Plan to attend a computer science seminar on Thursday, March 2 from 12:45–1:45 p.m. in Stuart Building, Room 111 featuring Amin Alipour.
The main goal of automated test generation is to improve the reliability of a program by exposing faults to developers. To this end, testing should cover the largest possible portion of the program given a test budget (i.e., time and resources) as frequently as possible. Coverage of a program entity in testing increases our confidence in the correctness of that entity. Generating various tests to cover a program entity is a particularly hard problem to solve for large software systems because the test inputs are complex and they often exhibit sophisticated feature interactions. As a result, current test generation techniques, such as symbolic execution or search-based testing, do not scale well to complex, large-scale systems.

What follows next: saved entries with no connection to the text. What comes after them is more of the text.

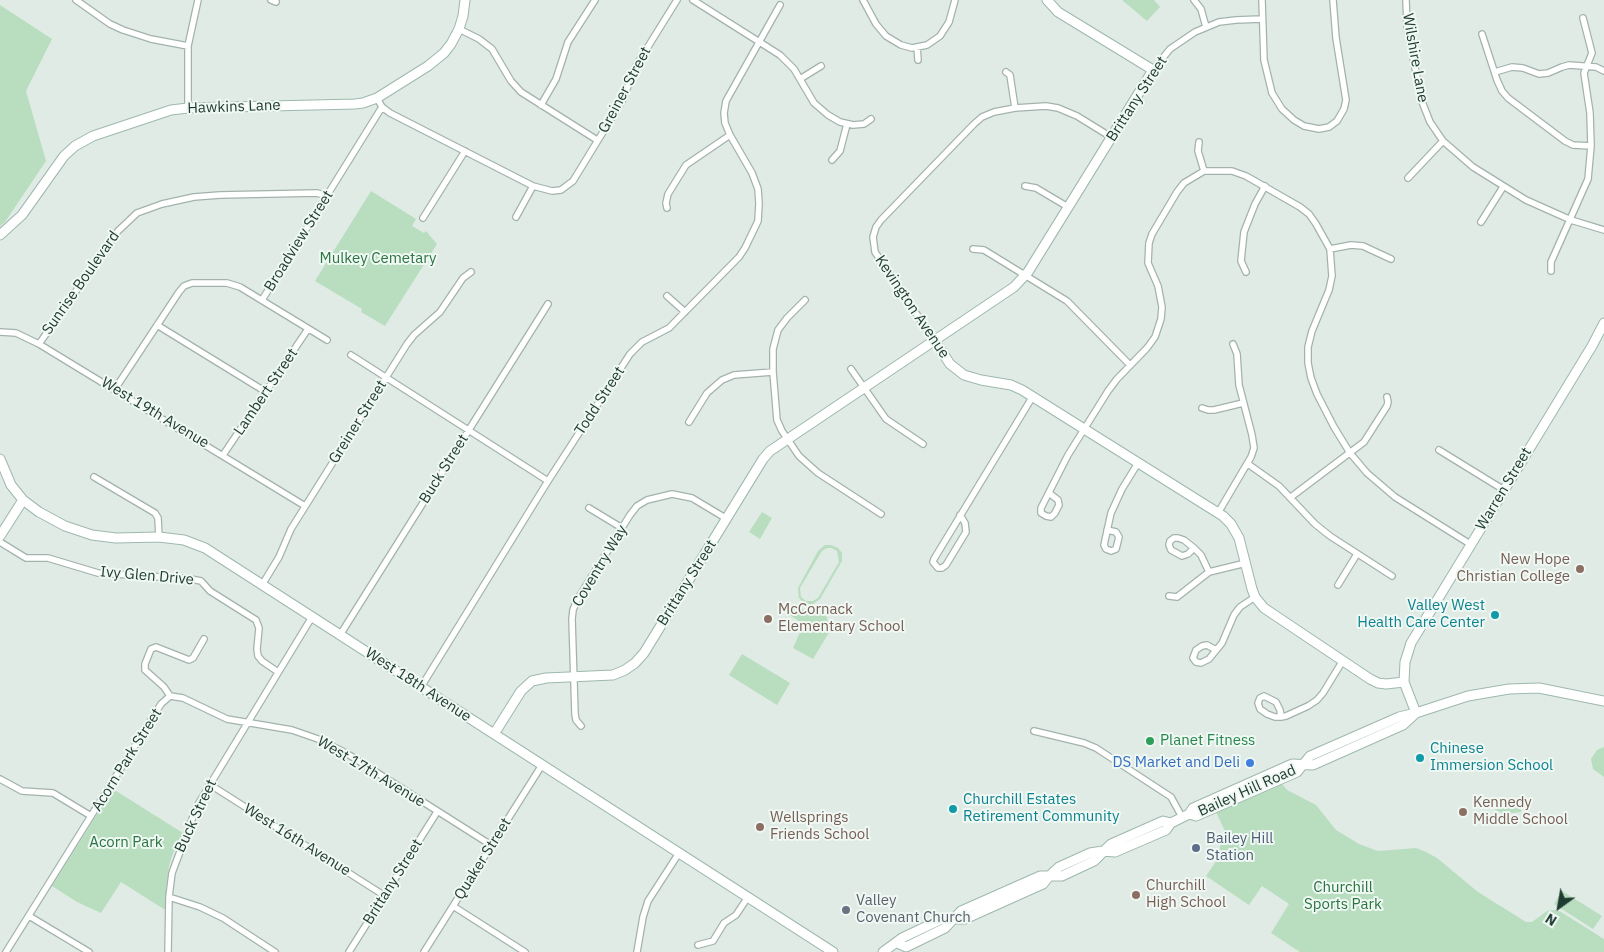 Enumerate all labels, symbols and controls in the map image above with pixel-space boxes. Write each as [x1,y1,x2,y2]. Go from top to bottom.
street label: Wilshire Lane [1398,12,1432,104]
street label: Greiner Street [595,44,655,136]
street label: Brittany Street [1103,53,1171,145]
street label: Hawkins Lane [187,96,281,118]
street label: Broadview Street [261,187,337,295]
street label: Sunrise Boulevard [39,228,123,338]
park label: Mulkey Cemetary [320,250,436,268]
street label: Kevington Avenue [871,252,953,362]
street label: Lambert Street [230,345,302,439]
street label: Todd Street [571,363,629,439]
street label: West 19th Avenue [98,374,212,452]
street label: Greiner Street [325,377,391,467]
street label: Buck Street [416,431,472,507]
street label: Warren Street [1472,444,1536,534]
street label: Coventry Way [569,522,631,610]
street label: Brittany Street [653,537,721,629]
place label: New Hope Christian College [1457,551,1570,586]
street label: Ivy Glen Drive [99,563,195,589]
marker: New Hope Christian College [1574,563,1586,575]
place label: Valley West Health Care Center [1357,597,1485,632]
place label: McCornack Elementary School [778,601,905,636]
marker: Valley West Health Care Center [1489,609,1501,621]
marker: McCornack Elementary School [762,613,774,625]
street label: West 18th Avenue [362,644,474,726]
street label: Acorn Park Street [88,705,166,815]
place label: Planet Fitness [1160,732,1255,750]
street label: West 17th Avenue [314,733,428,811]
marker: Planet Fitness [1144,735,1156,747]
place label: Chinese Immersion School [1430,740,1553,775]
marker: Chinese Immersion School [1414,752,1426,764]
place label: DS Market and Deli [1112,754,1240,772]
marker: DS Market and Deli [1244,757,1256,769]
street label: Bailey Hill Road [1195,761,1299,821]
street label: Buck Street [171,777,221,855]
place label: Churchill Estates Retirement Community [963,791,1119,826]
place label: Kennedy Middle School [1473,794,1568,829]
street label: West 16th Avenue [240,800,354,880]
marker: Churchill Estates Retirement Community [947,803,959,815]
marker: Kennedy Middle School [1457,806,1469,818]
place label: Wellsprings Friends School [770,809,869,844]
street label: Quaker Street [451,815,515,903]
marker: Wellsprings Friends School [754,821,766,833]
place label: Bailey Hill Station [1206,830,1273,865]
park label: Acorn Park [89,834,163,852]
street label: Brittany Street [359,836,427,928]
marker: Bailey Hill Station [1190,842,1202,854]
place label: Churchill High School [1146,877,1226,912]
park label: Churchill Sports Park [1304,879,1382,914]
north arrow [1534,882,1584,932]
marker: Churchill High School [1130,889,1142,901]
place label: Valley Covenant Church [856,892,971,927]
marker: Valley Covenant Church [840,904,852,916]
text: N [1542,909,1560,930]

During this computer science seminar, Alipour will present a test generation technique which aims to increase the frequency of coverage in large, complex software systems. It leverages the information of existing test cases to direct the automated testing. He will also show the results of the application of this technique to some large systems such as GCC compiler (~850K Lines of code), and Mozilla’s JavaScript engine (~120K lines of code). It increases the frequency of coverage up to the factor of 9x, compared to the state-of-the-art technique.
Alipour is a Ph.D. candidate in computer science at Oregon State University. His main research interest is in software testing and analysis, especially in designing techniques that improve the quality of large, complex software systems. His Ph.D. work has explored test input generation, regression testing, and dynamic symbolic execution. His papers won a best paper award and two invitations for journal submissions.